У меня нет никакой возможности говорить о сценической жизни трагедии. Она необозрима. Не знаю, как в Азии и Африке, но в Европе, обеих Америках и Австралии «Гамлет» ставится везде и постоянно. Тем не менее, я льщу себя надеждой, что лучшую постановку трагедии я видел (конечно, лучших много…), причём у нас, в Новосибирске. В театре Сергея Афанасьева некогда шла пьеса «Сны Гамлета. Размышления о постмодернизме», и главную роль — или дубль главных ролей — играли братья-двойники Юрий и Николай Дроздовы. Вечная проблема всех постановщиков и вечная мечта всех режиссёров: представить на сцене этого двоящегося героя — философа и фехтовальщика, принца и ваганта, умника и безумца, Гамлета — «быть» и Гамлета — «не быть» — осуществлялась самым простым и очевидным образом: на сцене почти постоянно находились два актёра, распознаваемые только по тому, что один был в белой рубахе, другой в чёрной. Ничего более реалистичного и фантастичного одновременно7 на театральной сцене я не видывал и, вероятно, уже не увижу. А рядом с этим «главным чудом» процветали и «меньшие чудеса»: двойной каскад режиссёрских находок и актёрских удач 8
Все чудеса можно объяснить очень просто. Четырёхвековая трагедия всегда была как-то неправдоподобно современна. Кеннет Бранах снимает свой превосходный фильм9 в костюмах и декорациях XIX века, полностью сохраняя при этом шекспировский текст; оттого и фильм совпадает по продолжительности со сценическим представлением. Казалось бы, какие-то натяжки при таком 250-летнем (если взять за точку отсчёта всё тот же 1604 год — а ведь её естественно поставить гораздо раньше) пропуске неизбежны, но даже внимательный зритель не заметит явных анахронизмов! В театре трагедия без всякого ущерба для себя оказывалась барочной, классической, романтической, символистской. С непостижимой лёгкостью она перешагнула теоретическую «пропасть», разделяющую модернизм и постмодернизм (к последнему приходится отнести пьесу Кункейро, не говоря уж о постановке Афанасьева).

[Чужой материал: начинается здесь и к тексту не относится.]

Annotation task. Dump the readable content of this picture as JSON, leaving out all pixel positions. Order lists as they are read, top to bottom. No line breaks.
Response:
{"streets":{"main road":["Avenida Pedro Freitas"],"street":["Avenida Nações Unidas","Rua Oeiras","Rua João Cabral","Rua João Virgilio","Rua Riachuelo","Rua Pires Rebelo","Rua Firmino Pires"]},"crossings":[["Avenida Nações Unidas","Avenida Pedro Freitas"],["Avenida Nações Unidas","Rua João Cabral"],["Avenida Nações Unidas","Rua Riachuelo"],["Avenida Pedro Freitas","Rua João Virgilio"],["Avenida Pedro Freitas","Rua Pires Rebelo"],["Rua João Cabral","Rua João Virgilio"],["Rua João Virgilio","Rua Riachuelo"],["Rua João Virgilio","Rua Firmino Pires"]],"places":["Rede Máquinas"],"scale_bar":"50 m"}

Как ни странно, но и сегодня «Гамлет» оказывается одной из самых актуальных пьес. Светлейший принц начинает свою партию королевским гамбитом: первое, что он делает — выдаёт себя за безумца. Но нам ли, едва-едва простившимся с ХХ веком, не помнить, как легко выигрывали свои партии против одряхлевших республик безумные апологеты нового порядка и нового мышления?
Чёрные отвечают своим контргамбитом. Они начинают ловлю на живца, выбрав в качестве приманки самую соблазнительную рыбку королевства,— идея не нова и не подведёт. Как естественно поддаться на эту уловку — как нестерпимо любить в окружении всевидящих и слышащих стен — и что может быть современнее?
Как нормальна сегодня очередная комбинация Гамлета: пьеса-провокация! — почти детектор лжи для присутствующего тут же братоубийцы?
И как неотразим ответный ход Чёрных: выслать смутьяна «для его же блага» — да и разделаться с ним там, где он никто…
Что естественнее при наших tempora et mores, нежели выбор королевы Гертруды, от воплощения всех добродетелей перебегающей на ложе порока? Не то ли в 90-е сделала московская творческая элита? Как быстро, как охотно она отвратилась от всех идеалов, устроив гонку за низостью10!
И никак не стареет главный конфликт пьесы: вовсе не месть за убитого — то ли отца, то ли дядю — вовсе не попытка отстоять правое дело против заведомо превосходящих сил, вовсе не обречённость лучших и достойнейших в коридорах власти… «Быть или не быть?» — вот он, неизменный вопрос.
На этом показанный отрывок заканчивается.